Buttercream is very easy to make in theory, as far as number of ingredients go! The problems lie in the delicate and fragile process. You cannot make any kind of buttercream (that isn’t American buttercream) without a candy thermometer or mixer. They are crucial to the success of a Italian buttercream to make sure that the 75 degree heat is maintained.
In a saucepan mix the sugar and water and heat until the sugar dissolves and it reads 235 degrees on a candy thermometer. It should get to the soft ball stage.
In a bowl, whisk or whip the egg whites until there are soft peaks. Make sure there is no yolk for a perfect meringue. Then, add cream of tartar and continue to beat until there are stiff peaks.

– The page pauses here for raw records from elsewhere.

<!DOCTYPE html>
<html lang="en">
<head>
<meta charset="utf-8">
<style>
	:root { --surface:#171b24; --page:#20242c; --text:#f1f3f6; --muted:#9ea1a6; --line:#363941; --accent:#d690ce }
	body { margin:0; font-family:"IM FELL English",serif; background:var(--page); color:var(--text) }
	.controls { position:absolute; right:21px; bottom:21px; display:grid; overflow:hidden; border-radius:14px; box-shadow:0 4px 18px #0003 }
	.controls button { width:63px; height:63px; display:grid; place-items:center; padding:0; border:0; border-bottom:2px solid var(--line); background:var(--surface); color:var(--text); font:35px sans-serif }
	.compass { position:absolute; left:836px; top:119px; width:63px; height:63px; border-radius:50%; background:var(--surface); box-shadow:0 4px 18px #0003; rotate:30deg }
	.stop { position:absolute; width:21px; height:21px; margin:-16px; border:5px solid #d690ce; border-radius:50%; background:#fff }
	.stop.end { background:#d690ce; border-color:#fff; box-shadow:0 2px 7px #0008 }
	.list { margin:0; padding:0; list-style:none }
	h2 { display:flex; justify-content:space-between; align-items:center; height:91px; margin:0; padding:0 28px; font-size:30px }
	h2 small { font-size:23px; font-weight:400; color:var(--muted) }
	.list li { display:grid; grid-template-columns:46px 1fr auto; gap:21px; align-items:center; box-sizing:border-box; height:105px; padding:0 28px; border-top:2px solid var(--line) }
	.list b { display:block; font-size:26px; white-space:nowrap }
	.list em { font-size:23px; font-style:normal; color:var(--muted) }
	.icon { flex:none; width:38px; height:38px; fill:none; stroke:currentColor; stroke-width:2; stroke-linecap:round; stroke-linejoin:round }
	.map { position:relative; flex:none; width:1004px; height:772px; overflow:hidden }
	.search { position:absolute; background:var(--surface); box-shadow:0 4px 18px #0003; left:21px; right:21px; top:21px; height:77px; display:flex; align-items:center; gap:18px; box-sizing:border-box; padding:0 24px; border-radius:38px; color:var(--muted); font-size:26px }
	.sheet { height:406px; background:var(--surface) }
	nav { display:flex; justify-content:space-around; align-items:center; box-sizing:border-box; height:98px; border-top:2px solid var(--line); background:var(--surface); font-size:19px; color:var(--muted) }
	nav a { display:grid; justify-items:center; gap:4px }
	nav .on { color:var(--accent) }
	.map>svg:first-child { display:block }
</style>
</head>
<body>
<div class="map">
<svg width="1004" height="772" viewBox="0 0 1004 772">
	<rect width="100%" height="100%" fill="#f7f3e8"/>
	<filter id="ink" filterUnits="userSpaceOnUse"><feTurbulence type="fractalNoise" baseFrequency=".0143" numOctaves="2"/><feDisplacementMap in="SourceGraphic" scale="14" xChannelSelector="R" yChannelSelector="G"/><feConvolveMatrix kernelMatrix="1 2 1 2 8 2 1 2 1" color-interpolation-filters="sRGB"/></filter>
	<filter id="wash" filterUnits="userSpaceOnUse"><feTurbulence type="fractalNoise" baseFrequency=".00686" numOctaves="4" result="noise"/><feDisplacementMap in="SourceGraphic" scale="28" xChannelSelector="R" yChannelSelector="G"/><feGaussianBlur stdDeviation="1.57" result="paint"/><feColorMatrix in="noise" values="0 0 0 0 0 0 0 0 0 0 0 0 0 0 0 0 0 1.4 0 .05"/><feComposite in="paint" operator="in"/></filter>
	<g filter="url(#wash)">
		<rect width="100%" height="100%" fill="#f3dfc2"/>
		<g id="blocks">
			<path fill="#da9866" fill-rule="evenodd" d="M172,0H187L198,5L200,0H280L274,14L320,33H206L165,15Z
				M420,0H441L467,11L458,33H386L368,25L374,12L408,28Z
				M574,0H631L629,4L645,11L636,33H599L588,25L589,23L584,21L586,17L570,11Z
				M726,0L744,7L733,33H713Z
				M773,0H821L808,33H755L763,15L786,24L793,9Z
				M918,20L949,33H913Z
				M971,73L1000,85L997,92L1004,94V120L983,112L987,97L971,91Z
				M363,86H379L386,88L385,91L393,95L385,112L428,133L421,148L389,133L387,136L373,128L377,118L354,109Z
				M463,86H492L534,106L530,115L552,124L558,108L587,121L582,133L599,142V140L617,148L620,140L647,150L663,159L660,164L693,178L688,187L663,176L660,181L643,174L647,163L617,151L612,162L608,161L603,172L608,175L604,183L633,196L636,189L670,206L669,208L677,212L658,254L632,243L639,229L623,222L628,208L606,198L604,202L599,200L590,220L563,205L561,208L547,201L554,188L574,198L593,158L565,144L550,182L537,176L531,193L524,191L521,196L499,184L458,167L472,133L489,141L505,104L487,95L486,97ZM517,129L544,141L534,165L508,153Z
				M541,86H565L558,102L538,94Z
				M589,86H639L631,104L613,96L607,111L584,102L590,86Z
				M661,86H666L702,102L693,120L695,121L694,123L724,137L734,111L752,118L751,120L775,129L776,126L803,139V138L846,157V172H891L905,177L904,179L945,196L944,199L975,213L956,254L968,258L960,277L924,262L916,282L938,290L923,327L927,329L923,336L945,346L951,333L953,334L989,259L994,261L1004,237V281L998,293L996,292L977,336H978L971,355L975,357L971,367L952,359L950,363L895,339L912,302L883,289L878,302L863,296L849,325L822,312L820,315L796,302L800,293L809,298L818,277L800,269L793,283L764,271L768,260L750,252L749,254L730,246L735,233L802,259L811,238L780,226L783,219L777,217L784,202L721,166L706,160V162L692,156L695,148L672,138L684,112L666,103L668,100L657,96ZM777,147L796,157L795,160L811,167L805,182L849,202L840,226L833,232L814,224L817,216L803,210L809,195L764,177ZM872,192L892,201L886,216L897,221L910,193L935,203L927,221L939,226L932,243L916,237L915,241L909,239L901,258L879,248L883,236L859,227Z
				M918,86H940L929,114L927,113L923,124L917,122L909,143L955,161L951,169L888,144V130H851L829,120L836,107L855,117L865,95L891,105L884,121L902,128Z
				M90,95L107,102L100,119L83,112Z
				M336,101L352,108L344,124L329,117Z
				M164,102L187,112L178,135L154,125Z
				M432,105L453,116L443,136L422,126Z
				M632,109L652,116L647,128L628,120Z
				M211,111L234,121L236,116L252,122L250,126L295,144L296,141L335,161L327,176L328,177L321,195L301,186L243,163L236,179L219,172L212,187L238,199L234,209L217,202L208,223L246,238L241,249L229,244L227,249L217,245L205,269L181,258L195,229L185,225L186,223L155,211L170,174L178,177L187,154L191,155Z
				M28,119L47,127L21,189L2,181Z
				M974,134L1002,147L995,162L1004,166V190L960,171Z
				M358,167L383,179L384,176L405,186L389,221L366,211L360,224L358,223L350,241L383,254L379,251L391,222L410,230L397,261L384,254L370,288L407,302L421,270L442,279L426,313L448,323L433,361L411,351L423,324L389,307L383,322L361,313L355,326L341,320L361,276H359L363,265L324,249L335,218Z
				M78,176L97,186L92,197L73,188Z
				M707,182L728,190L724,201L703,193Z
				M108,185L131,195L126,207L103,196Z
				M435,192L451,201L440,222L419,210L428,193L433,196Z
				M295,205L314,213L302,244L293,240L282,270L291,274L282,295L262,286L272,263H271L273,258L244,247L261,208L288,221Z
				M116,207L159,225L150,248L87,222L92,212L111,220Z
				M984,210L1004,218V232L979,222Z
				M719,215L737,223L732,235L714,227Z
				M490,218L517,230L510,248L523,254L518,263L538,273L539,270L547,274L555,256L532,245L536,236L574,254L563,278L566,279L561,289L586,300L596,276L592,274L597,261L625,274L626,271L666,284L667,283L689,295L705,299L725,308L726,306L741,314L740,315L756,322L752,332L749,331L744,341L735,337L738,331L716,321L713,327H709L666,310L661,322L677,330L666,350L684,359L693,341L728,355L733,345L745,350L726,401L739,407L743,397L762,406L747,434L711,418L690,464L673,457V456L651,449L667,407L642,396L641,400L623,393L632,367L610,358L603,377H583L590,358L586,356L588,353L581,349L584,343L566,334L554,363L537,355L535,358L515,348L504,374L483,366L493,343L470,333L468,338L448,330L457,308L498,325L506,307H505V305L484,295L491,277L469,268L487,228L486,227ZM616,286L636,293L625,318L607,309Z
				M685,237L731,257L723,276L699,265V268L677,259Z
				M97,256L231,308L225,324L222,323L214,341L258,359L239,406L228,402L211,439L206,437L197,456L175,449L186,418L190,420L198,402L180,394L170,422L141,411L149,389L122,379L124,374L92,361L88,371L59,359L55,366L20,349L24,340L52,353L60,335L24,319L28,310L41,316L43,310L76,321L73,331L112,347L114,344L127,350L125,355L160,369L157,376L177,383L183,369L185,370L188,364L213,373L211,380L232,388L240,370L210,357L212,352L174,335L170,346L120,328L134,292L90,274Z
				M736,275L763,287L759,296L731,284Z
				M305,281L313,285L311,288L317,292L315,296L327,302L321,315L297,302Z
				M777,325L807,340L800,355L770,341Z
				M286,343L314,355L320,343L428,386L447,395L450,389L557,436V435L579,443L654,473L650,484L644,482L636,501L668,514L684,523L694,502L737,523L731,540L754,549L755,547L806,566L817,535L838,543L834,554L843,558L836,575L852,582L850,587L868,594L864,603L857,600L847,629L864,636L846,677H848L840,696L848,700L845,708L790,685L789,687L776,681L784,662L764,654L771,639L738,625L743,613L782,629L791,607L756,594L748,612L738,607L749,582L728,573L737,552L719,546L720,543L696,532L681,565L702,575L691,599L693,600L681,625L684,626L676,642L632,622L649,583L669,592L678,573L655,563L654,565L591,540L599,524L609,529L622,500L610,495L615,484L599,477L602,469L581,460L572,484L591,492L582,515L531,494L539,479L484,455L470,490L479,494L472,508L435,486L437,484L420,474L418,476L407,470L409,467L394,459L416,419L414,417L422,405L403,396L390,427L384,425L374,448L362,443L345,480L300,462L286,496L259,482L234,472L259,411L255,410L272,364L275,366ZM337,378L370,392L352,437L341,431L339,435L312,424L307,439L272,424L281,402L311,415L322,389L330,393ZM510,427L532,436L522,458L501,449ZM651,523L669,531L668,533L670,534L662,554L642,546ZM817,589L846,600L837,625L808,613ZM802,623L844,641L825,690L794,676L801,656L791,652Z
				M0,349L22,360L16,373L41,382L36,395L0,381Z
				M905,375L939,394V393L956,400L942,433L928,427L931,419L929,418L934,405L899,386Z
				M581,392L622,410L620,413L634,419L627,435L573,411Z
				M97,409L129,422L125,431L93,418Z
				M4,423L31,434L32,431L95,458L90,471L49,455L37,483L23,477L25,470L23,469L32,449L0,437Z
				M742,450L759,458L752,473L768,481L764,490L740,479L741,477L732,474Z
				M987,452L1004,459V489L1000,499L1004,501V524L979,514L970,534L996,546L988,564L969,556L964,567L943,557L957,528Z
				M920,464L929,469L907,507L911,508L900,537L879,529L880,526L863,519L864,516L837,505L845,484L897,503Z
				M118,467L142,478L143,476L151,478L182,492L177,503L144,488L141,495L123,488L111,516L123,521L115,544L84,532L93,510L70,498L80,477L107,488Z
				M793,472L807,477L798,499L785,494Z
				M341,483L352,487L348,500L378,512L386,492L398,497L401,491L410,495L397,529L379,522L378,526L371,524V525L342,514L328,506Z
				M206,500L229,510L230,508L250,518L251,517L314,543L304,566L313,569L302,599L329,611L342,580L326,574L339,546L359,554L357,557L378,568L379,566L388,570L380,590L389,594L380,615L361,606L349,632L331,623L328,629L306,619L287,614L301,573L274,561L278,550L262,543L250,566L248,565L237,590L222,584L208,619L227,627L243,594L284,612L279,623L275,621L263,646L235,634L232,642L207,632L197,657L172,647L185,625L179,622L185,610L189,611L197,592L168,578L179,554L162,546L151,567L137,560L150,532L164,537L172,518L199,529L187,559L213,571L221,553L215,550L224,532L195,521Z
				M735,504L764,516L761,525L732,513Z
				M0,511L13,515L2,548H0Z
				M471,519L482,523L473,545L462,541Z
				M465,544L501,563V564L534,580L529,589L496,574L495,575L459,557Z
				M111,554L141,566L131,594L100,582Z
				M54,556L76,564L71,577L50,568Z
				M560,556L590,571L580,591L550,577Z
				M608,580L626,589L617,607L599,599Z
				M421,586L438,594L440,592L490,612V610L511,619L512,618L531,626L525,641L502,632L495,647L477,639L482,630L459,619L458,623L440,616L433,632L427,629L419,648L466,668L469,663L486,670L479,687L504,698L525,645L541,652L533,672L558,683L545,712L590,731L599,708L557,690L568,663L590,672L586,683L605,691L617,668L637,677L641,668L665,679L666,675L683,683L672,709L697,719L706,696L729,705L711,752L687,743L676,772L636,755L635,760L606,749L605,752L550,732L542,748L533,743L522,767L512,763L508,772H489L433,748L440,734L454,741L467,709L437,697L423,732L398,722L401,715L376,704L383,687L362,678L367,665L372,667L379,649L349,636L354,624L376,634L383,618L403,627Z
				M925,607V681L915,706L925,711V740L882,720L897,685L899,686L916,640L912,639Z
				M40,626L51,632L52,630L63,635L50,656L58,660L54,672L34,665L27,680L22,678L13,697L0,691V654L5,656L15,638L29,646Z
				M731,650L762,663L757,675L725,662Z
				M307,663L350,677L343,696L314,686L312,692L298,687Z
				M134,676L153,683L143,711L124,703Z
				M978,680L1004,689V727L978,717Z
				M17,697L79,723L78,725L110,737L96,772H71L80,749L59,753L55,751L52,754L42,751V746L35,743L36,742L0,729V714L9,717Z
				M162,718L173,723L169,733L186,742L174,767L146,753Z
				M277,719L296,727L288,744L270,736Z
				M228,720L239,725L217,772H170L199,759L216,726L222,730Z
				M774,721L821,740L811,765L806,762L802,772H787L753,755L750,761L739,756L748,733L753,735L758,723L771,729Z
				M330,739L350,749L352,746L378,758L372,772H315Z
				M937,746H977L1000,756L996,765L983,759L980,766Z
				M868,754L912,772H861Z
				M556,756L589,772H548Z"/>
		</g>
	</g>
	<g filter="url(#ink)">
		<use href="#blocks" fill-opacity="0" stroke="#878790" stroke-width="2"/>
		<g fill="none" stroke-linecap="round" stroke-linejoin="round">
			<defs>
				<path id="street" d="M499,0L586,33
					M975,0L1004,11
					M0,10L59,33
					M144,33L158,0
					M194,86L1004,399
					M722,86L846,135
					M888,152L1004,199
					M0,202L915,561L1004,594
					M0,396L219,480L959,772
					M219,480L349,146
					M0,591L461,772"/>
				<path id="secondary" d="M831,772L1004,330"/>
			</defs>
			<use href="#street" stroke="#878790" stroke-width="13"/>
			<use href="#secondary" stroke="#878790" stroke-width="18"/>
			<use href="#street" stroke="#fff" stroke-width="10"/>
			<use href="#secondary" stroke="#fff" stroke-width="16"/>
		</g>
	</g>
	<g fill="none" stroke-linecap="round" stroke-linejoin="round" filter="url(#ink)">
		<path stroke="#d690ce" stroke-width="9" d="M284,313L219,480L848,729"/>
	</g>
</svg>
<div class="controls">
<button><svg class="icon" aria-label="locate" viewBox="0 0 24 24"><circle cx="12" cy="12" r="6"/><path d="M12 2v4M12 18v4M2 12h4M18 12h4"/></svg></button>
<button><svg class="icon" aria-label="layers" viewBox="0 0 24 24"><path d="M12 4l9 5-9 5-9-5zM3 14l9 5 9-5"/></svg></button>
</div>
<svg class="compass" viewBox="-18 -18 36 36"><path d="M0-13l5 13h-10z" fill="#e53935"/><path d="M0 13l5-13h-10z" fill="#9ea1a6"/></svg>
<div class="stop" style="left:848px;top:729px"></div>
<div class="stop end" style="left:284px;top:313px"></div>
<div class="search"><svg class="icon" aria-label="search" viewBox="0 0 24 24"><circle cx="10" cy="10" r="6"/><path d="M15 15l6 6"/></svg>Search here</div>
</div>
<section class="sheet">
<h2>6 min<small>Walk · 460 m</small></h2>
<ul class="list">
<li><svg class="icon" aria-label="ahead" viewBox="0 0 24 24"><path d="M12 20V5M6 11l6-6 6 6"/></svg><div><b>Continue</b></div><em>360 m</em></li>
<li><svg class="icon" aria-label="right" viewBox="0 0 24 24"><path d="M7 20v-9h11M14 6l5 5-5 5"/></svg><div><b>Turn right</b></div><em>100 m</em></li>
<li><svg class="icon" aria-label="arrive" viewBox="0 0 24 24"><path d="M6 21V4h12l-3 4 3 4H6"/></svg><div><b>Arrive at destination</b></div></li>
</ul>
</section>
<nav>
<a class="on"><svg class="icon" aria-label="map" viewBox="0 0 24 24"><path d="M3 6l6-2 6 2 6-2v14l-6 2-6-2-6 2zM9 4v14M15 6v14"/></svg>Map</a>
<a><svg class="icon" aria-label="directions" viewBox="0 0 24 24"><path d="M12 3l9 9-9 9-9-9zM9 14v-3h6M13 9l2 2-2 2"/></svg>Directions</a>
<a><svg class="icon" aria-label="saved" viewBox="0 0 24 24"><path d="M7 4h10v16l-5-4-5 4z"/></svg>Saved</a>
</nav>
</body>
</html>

Once the saucepan reaches 235 degrees add salt and vanilla. Then pour the cooked sugar syrup, while the mixer is running, in a steady stream into the whipped egg whites. This will ensure the egg whites cook evenly. The batter should look fluffy with no clumps.
Cool the egg mixture to about 80 degrees.
Slice the butter into cubes.
Add the butter to the mixture very slowly. Use your candy thermometer to make sure the temperature doesn't drop below 75-76 degrees (this is about the perfect temperature to keep it).
Beat until silky smooth and glossy; about 5 minutes, while continuing to watch the temperature.
*Have a cold pack and a blow dryer on standby in case it curdles or gets soupy. This is correctable if the temperature is relatively close to 75-80 degrees.
Add 4-8 oz. of cream cheese after completing your base frosting for a fluffy cream cheese frosting!
If you need an extra stiff piping frosting, add an extra 1/2 cup of sugar to your sugar syrup.
Have an ice bath and hair dryer on standby to maintain the temperature of 75 degrees F (or get yourself a precision mixing bowl). If the temperature is not maintained, you will know because it will curdle or get soupy and not come together.
Food coloring: If you want a color, always use gel food coloring for this italian meringue buttercream recipe.